Il avait décrit cette scène avec une précision qui faisait mal. Gloria imaginait la table, les assiettes, le bruit des couverts, le regard fixé sur l’écran pour éviter de se regarder l’un l’autre. Elle imaginait la solitude à deux, qui est pire que la solitude tout court. Sa mère lui avait dit un jour : « La pire chose au monde, ce n’est pas d’être seule. C’est d’être avec quelqu’un et de se sentir seule quand même. » Gloria n’avait pas compris, à l’époque. Elle comprenait maintenant.

« Il n’y a jamais eu quelqu’un d’autre ? demanda-t-elle.

— Non. Enfin, si. Une fois. Une collègue de bureau. Rien de sérieux. Esther l’a découvert. Ça a failli tout briser. Mais on s’est raccrochés l’un à l’autre, je ne sais pas pourquoi. Par habitude, peut-être. Par peur. »
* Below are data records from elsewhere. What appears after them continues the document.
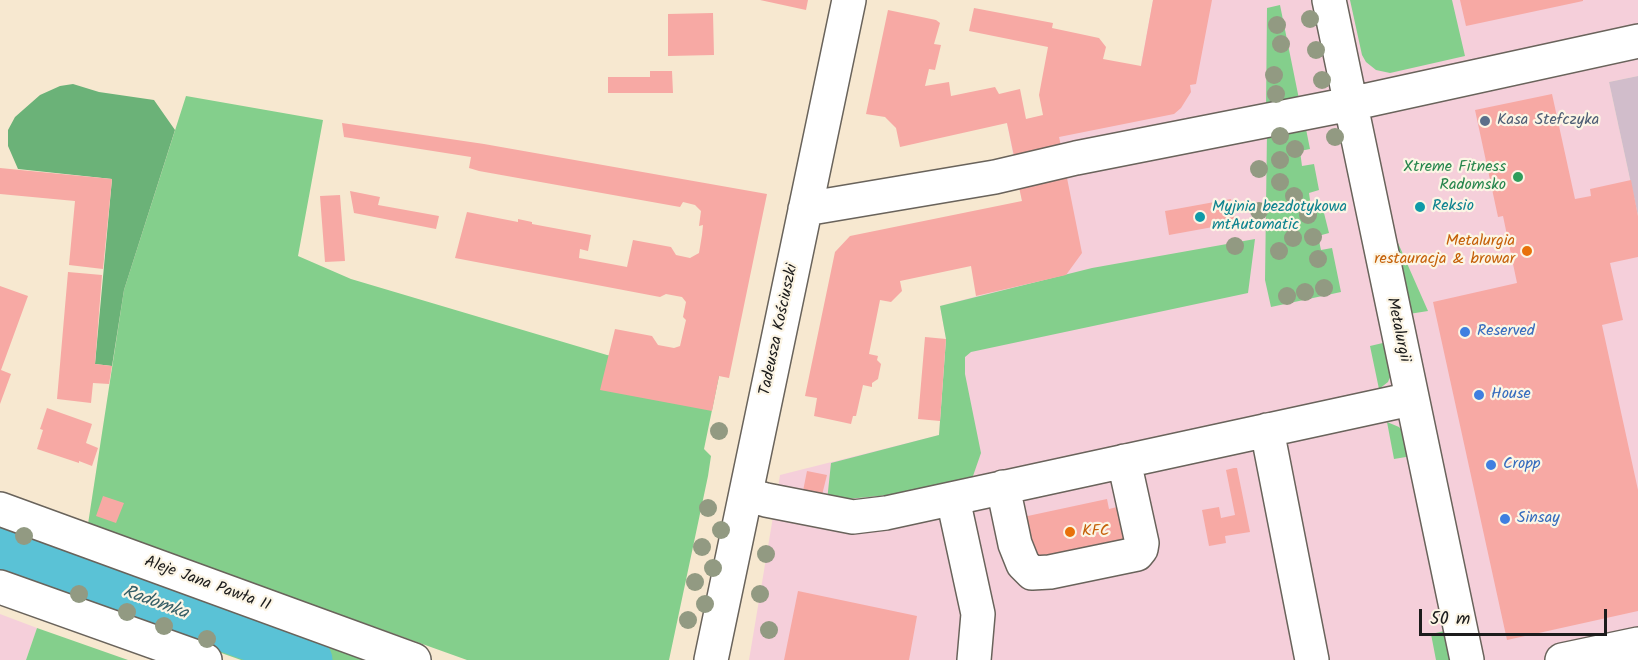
<!DOCTYPE html>
<meta charset="utf-8">
<style>
body{margin:0}
#map{position:relative;width:1638px;height:660px;overflow:hidden;background:#f7e8d0;font-family:Kalam,sans-serif}
canvas{display:block}
.scale{position:absolute;left:1419px;top:609px;width:188px;height:27px;box-sizing:border-box;border:3px solid #1c1c1c;border-top:0;padding-left:8px;font-size:18px;line-height:21px;white-space:nowrap;color:#1c1c1c;-webkit-text-stroke:4px #fcf5e5;paint-order:stroke}
</style>
<div id="map">
<canvas width="1638" height="660"></canvas>
<div class="scale">50 m</div>
</div>
<script>
const ctx = document.querySelector('canvas').getContext('2d');
ctx.lineJoin = 'round';
function paint(path, color) { ctx.fillStyle = color; ctx.fill(path, 'evenodd'); }
const shape = rows => new Path2D(rows.map(r => 'M' + r).join(''));
function strokePath(path, color, width, dash) { ctx.strokeStyle = color; ctx.lineWidth = width; ctx.lineCap = dash ? 'butt' : 'round'; ctx.setLineDash(dash || []); ctx.stroke(path); }
function write(font, color, halo, rows, align = 'center') {
  ctx.font = font + ' Kalam,sans-serif'; ctx.lineWidth = 4.5; ctx.setLineDash([]); ctx.textBaseline = 'middle'; ctx.strokeStyle = halo; ctx.fillStyle = color; for (const [text, x, y, turn = 0] of rows) {
    ctx.save(); ctx.translate(x, y); ctx.rotate((+turn || 0) * Math.PI / 180); ctx.textAlign = isNaN(turn) ? turn : align; if (halo) ctx.strokeText(text, 0, 0); ctx.fillText(text, 0, 0); ctx.restore();
  }
}
const built = shape([
 [1153,0,1638,0,1638,76,1609,82,1638,216,1638,660,749,660,780,475,939,435,946,339,940,306,1033,281,1032,253,1007,123,1135,97],
 [0,614,37,628,26,660,0,660]
]);
const industrial = shape([
 [1638,76,1638,216,1609,82]
]);
const green = shape([
 [1350,0,1452,0,1465,56,1390,73,1376,70,1366,62,1362,55],
 [1280,5,1300,104,1266,111,1267,8],
 [186,96,323,120,298,256,351,279,607,355,719,376,704,449,711,456,708,476,669,660,467,660,88,524,124,290],
 [1305,124,1310,149,1300,151,1302,166,1314,164,1319,190,1309,193,1311,207,1322,205,1329,233,1318,236,1321,250,1332,248,1341,292,1271,307,1265,280,1267,132],
 [1391,227,1428,311,1409,314],
 [1255,239,1248,293,971,352,965,357,965,374,981,453,973,476,951,489,827,501,831,463,939,435,946,339,940,306,1092,268],
 [1387,342,1393,370,1388,382,1379,389,1370,346],
 [1387,422,1399,427,1408,437,1412,456,1394,459],
 [0,522,382,660,331,660,88,574,0,541],
 [0,553,85,584,296,660,241,660,123,618,0,571],
 [37,628,128,660,26,660],
 [1449,630,1451,656,1449,660,1436,660,1431,634]
]);
const forest = shape([
 [73,84,99,92,154,100,175,130,124,290,112,366,95,364,112,179,18,169,8,146,8,130,15,117,40,95,60,86]
]);
const river = shape([
 [0,548,310,660]
]);
const building = shape([
 [760,0,808,0,806,10],
 [1153,0,1212,0,1196,84,1190,85,1191,92,1181,108,1174,114,1059,137,1061,146,1014,156,1007,123,900,147,896,128,885,117,866,114,888,10,936,20,940,23,934,44,941,45,935,70,929,69,925,86,949,82,951,96,995,87,999,94,1020,89,1026,119,1043,115,1039,95,1048,47,969,31,974,8,1053,23,1052,28,1099,38,1106,47,1103,59,1141,66],
 [1460,0,1583,0,1583,1,1466,26],
 [713,13,714,55,668,56,668,14],
 [650,71,672,71,673,93,608,93,608,77,650,77],
 [1552,94,1575,199,1591,196,1590,189,1631,180,1638,216,1638,257,1610,263,1623,320,1602,325,1638,490,1638,611,1507,640,1433,302,1517,283,1503,216,1498,217,1475,110],
 [342,123,484,144,767,194,729,378,719,376,712,411,600,390,615,329,652,336,658,345,674,348,680,346,686,320,683,317,686,302,682,297,666,294,660,297,455,258,467,212,518,222,518,219,532,222,532,224,591,235,588,251,580,249,579,258,627,267,633,240,671,247,676,255,690,258,699,253,702,235,703,225,699,226,701,211,695,205,683,202,680,207,479,171,469,168,471,157,344,137],
 [0,168,112,179,103,269,69,265,75,201,0,194],
 [1067,178,1082,253,1066,275,976,296,971,266,900,281,902,291,891,302,880,300,869,354,878,356,877,360,881,364,878,379,872,383,872,387,863,385,856,416,853,416,851,424,814,416,817,398,805,396,835,252,850,236,1022,201,1019,187],
 [350,191,380,197,378,205,439,216,436,229,354,213],
 [340,195,345,261,325,262,320,196],
 [1231,199,1235,223,1169,235,1165,211],
 [68,272,102,275,95,364,112,366,109,384,93,383,91,403,57,399],
 [0,286,28,296,1,370,11,374,0,404],
 [925,337,946,339,940,421,918,419],
 [47,408,92,424,86,443,98,448,92,466,79,461,79,463,37,449,43,430,40,429],
 [1234,468,1237,468,1250,532,1225,536,1226,543,1209,546,1202,510,1219,507,1221,518,1235,515,1226,470],
 [807,471,827,475,822,495,803,491],
 [103,496,124,503,116,523,96,516],
 [1107,499,1109,509,1117,507,1125,545,1045,566,1042,555,1031,558,1023,517],
 [798,591,917,616,909,660,784,660]
]);
const minor = shape([
 [1329,0,1467,660],
 [805,209,995,177,1076,158,1350,104,1638,41],
 [1267,430,1312,660],
 [1003,487,1015,544,1023,564,1032,573,1050,572,1137,554,1141,549,1142,543,1124,461],
 [746,494,766,500,853,517,886,513,1411,399],
 [953,499,978,614,974,660],
 [0,509,414,660],
 [0,587,205,660],
 [711,660,849,0],
 [1562,660,1638,644]
]);
const trees = [
 [1310,19],
 [1277,25],
 [1281,44],
 [1316,50],
 [1274,75],
 [1322,80],
 [1276,94],
 [1280,136],
 [1335,137],
 [1295,149],
 [1280,160],
 [1259,169],
 [1280,182],
 [1294,196],
 [1259,211],
 [1308,215],
 [1313,237],
 [1293,238],
 [1235,246],
 [1279,251],
 [1318,259],
 [1324,288],
 [1305,292],
 [1287,296],
 [719,431],
 [708,508],
 [721,530],
 [24,536],
 [702,547],
 [766,554],
 [713,568],
 [695,582],
 [79,594],
 [760,594],
 [705,604],
 [127,612],
 [688,620],
 [164,626],
 [769,630],
 [207,639]
];
const markers = [
 [1485,121,6,"#5c6f8a"],
 [1518,177,6,"#2e9e5b"],
 [1420,207,6,"#0f9aa8"],
 [1200,217,6,"#0f9aa8"],
 [1527,251,6,"#e8710a"],
 [1465,332,6,"#3f7fe0"],
 [1479,395,6,"#3f7fe0"],
 [1491,465,6,"#3f7fe0"],
 [1505,519,6,"#3f7fe0"],
 [1070,532,6,"#e8710a"]
];
const serviceNames = [
 ["Kasa Stefczyka",1497,121]
];
const leisureNames = [
 ["Xtreme Fitness",1506,168],
 ["Radomsko",1506,186]
];
const cultureNames = [
 ["Reksio",1432,207],
 ["Myjnia bezdotykowa",1212,208],
 ["mtAutomatic",1212,226]
];
const foodNames = [
 ["Metalurgia",1515,242],
 ["restauracja & browar",1515,260],
 ["KFC",1082,532,"left"]
];
const streetNames = [
 ["Tadeusza Kościuszki",780,330,-78],
 ["Metalurgii",1397,330,78],
 ["Aleje Jana Pawła II",207,585,20]
];
const shopNames = [
 ["Reserved",1477,332],
 ["House",1491,395],
 ["Cropp",1503,465],
 ["Sinsay",1517,519]
];
const waterNames = [
 ["Radomka",155,604,20]
];
paint(built, '#f5cfda');
paint(industrial, '#d1bdcb');
paint(green, '#84cf8c');
paint(forest, '#6bb278');
strokePath(river, '#5ac2d6', 45);
paint(building, '#f7a9a4');
strokePath(minor, '#69635b', 36);
strokePath(minor, '#fff', 33);
ctx.fillStyle = '#929a82';
for (const [x, y] of trees) { ctx.beginPath(); ctx.arc(x, y, 9, 0, 2 * Math.PI); ctx.fill(); }
for (const [x, y, r, color] of markers) { const dot = new Path2D(); dot.arc(x, y, r, 0, 2 * Math.PI); ctx.fillStyle = color; ctx.fill(dot); strokePath(dot, '#fcf5e5', 2); }
write('16px', '#4e5e75', '#fcf5e5', serviceNames, 'left');
write('16px', '#27864d', '#fcf5e5', leisureNames, 'right');
write('16px', '#0d838f', '#fcf5e5', cultureNames, 'left');
write('16px', '#c56008', '#fcf5e5', foodNames, 'right');
write('16px', '#1c1c1c', '#fcf5e5', streetNames);
write('16px', '#366cbe', '#fcf5e5', shopNames, 'left');
write('italic 18px', '#355e66', '#fcf5e5', waterNames);
</script>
Gloria nota cette information. Marc n’était pas fidèle par conviction. Il était fidèle par inertie. C’était une différence importante. Un homme fidèle par inertie est un homme qui peut basculer, si on lui donne une raison de basculer. Elle se demanda quelle raison elle pourrait lui donner. Elle se demanda si elle en avait envie. La réponse était oui. Elle la connaissait depuis le moment où leurs regards s’étaient croisés, près de la bibliothèque.
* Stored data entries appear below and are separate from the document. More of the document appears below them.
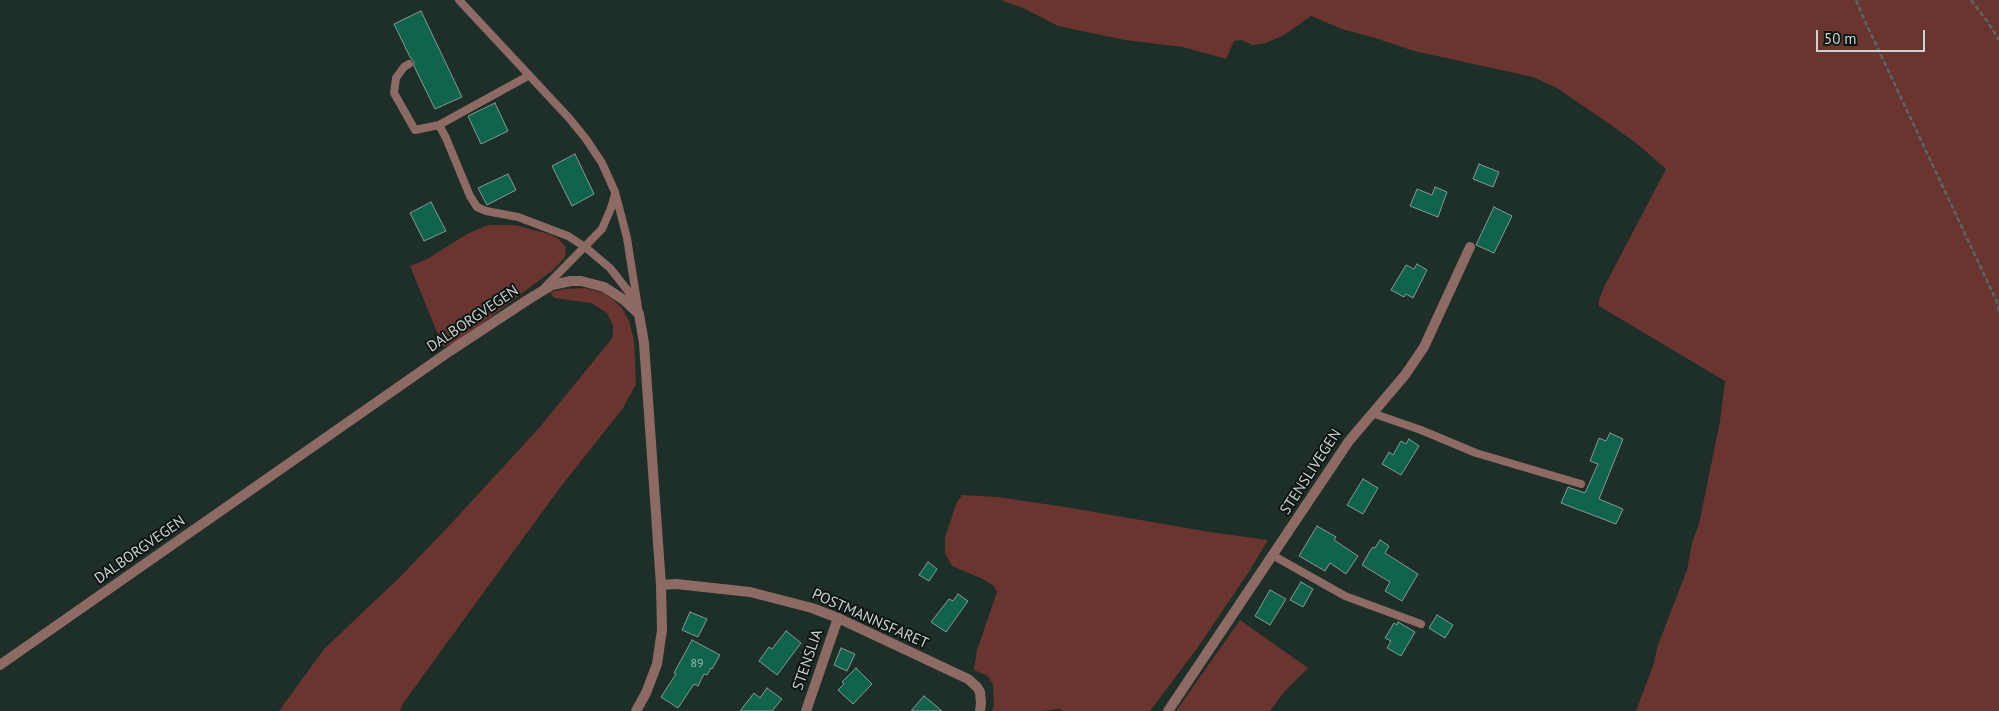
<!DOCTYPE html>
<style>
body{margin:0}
#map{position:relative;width:1999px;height:711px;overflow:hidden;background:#1e2e28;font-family:"PT Sans",sans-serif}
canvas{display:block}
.scale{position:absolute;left:1816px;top:30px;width:109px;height:22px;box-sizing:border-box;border:2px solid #cad4d0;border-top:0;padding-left:6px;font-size:15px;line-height:18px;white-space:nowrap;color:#cad4d0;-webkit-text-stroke:4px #0d1512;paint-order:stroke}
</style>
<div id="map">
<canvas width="1999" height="711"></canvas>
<div class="scale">50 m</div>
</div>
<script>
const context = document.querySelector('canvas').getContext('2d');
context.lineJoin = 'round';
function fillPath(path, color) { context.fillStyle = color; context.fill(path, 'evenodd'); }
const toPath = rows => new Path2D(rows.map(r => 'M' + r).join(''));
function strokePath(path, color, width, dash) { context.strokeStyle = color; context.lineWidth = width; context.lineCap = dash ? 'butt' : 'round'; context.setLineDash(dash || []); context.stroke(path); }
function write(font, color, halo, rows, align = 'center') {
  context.font = font + ' "PT Sans",sans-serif'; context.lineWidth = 4; context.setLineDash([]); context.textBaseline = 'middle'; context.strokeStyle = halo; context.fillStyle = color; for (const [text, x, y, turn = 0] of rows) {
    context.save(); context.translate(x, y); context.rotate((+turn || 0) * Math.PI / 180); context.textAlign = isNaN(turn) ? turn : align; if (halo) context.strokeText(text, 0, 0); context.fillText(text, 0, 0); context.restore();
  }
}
const green = toPath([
 [1001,0,1999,0,1999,711,1636,711,1653,666,1658,645,1687,570,1692,543,1699,524,1720,421,1725,381,1599,306,1599,300,1604,287,1666,169,1636,143,1608,123,1557,88,1533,77,1414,51,1375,38,1342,29,1311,16,1284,35,1266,43,1253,45,1241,40,1234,41,1226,59,1183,47,1125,40,1058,26,1025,9],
 [488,225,515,225,549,234,559,239,566,247,565,257,553,270,459,341,443,347,410,266,429,258,467,234],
 [585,288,601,292,611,298,622,308,629,321,634,340,636,384,623,408,559,489,446,644,402,705,400,711,279,711,324,649,400,577,447,528,539,428,610,341,613,335,613,325,607,313,591,303,554,298,550,292,565,289],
 [962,495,997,497,1065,507,1210,532,1268,540,1250,570,1198,647,1150,711,1064,711,1058,709,1042,711,992,711,994,705,993,685,988,676,974,670,977,650,997,592,994,586,983,579,952,566,945,553,945,538,956,504],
 [1240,620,1308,668,1284,692,1270,711,1176,711]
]);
const building = toPath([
 [421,11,462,97,435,109,414,66,414,62,410,57,394,24,421,11],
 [495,103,508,131,481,144,468,116,495,103],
 [575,154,594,194,572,206,552,166,575,154],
 [1479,164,1499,172,1493,187,1473,179,1479,164],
 [508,174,516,190,487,205,478,188,508,174],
 [1435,187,1447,192,1438,217,1410,206,1417,189,1432,195,1435,187],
 [431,202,446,231,424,241,410,213,431,202],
 [1494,207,1512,216,1494,253,1476,245,1494,207],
 [1417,264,1427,270,1413,298,1406,294,1404,297,1391,290,1406,265,1414,269,1417,264],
 [1610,433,1623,439,1599,499,1623,509,1616,524,1561,503,1568,487,1585,493,1598,464,1590,461,1599,438,1606,441,1610,433],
 [1409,439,1419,446,1401,475,1382,464,1389,452,1393,455,1401,441,1406,444,1409,439],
 [1363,479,1378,488,1363,514,1347,505,1363,479],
 [1317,526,1336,537,1334,540,1358,556,1346,574,1330,563,1325,571,1299,556,1317,526],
 [1380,540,1389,546,1385,553,1418,574,1402,601,1385,591,1390,582,1362,565,1370,551,1373,547,1375,548,1380,540],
 [928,562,937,569,929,581,919,575,928,562],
 [1301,582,1313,589,1303,607,1290,600,1301,582],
 [1270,590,1286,599,1270,625,1255,616,1270,590],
 [958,594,968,601,946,632,931,622,949,599,953,601,958,594],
 [690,612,707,619,698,637,682,630,690,612],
 [1437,615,1453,625,1445,638,1429,628,1437,615],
 [1398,622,1415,632,1401,656,1387,648,1391,641,1385,638,1394,623,1397,625,1398,622],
 [786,631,801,643,777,675,759,661,769,647,772,649,786,631],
 [692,640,720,655,712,669,711,668,707,675,704,674,698,686,694,684,678,708,661,697,676,674,674,673,692,640],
 [841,648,855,654,847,671,834,665,841,648],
 [856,668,872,684,853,704,838,690,844,684,842,682,856,668],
 [767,688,782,699,772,711,740,711,754,693,760,698,767,688],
 [924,696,942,711,911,711,924,696]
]);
const path = toPath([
 [1856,0,1864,19,1997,302,1999,312],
 [1971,0,1987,21,1999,40]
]);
const lane = toPath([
 [459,0,569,118,586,139,602,163,615,192,620,211,627,238,639,314],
 [409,64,404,67,396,78,394,93,415,130,439,125,528,76],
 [439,125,446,138,470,196,477,207,486,211,518,217,568,236,585,247,610,268,628,291,636,307],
 [545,287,602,229,611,208,615,194],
 [1372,413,1421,430,1476,453,1581,484],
 [1274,556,1345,596,1421,624]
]);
const street = toPath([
 [661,585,676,584,750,592,812,608,838,618,968,679,977,687,980,692,981,703,980,711],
 [0,665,450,351,529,299,552,285,571,281,581,281,604,287,624,300,639,314,644,343,661,585,662,630,657,664,646,693,636,711],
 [806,711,838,618],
 [1168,711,1349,441,1405,375,1424,347,1470,247]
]);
const numberNames = [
 ["89",697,664]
];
const streetNames = [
 ["DALBORGVEGEN",473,319,-34],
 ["STENSLIVEGEN",1311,472,-57],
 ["DALBORGVEGEN",140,550,-35],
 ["POSTMANNSFARET",870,619,24],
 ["STENSLIA",808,660,-71]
];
fillPath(green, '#6a352f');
fillPath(building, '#10644d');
strokePath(building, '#879a92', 1);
strokePath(path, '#596762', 2.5, [5, 2.5]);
strokePath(lane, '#8e6a64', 8);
strokePath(street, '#8e6a64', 10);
write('12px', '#9cb8af', null, numberNames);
write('15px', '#cad4d0', '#0d1512', streetNames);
</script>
« Et toi ? demanda Marc. Tu es avec quelqu’un ?

— Non. Je ne suis avec personne. »

Elle avait répondu trop vite. Elle le savait. Elle aurait dû faire une pause, laisser planer le mystère, suggérer qu’elle avait une vie, des prétendants, des options. Mais elle n’avait jamais su mentir sur ces choses-là. Elle était seule, et elle avait honte de cette solitude comme d’une maladie honteuse. Dans une société qui mesurait la valeur des femmes à l’aune de leur capacité à être aimées, être seule à vingt-six ans était un échec. Gloria le ressentait chaque jour, dans les regards de ses collègues, dans les questions de ses rares amies, dans le silence de son téléphone.

« Comment c’est possible ? demanda Marc.

— Quoi ?

— Qu’une femme comme toi soit seule. »

Elle faillit rire. Une femme comme elle. Qu’est-ce qu’il voyait, lui, qu’elle ne voyait pas ? Une robe rouge ? Un rouge à lèvres sombre ? Une fissure dans le miroir ? Il ne savait rien d’elle. Il ne savait pas qu’elle vivait dans douze mètres carrés avec des traces d’humidité au plafond. Il ne savait pas qu’elle n’avait pas de diplôme, pas de carrière, pas de projets. Il ne savait pas qu’elle avait enterré sa mère l’année dernière et que personne n’était venu à l’enterrement à part elle et le prêtre.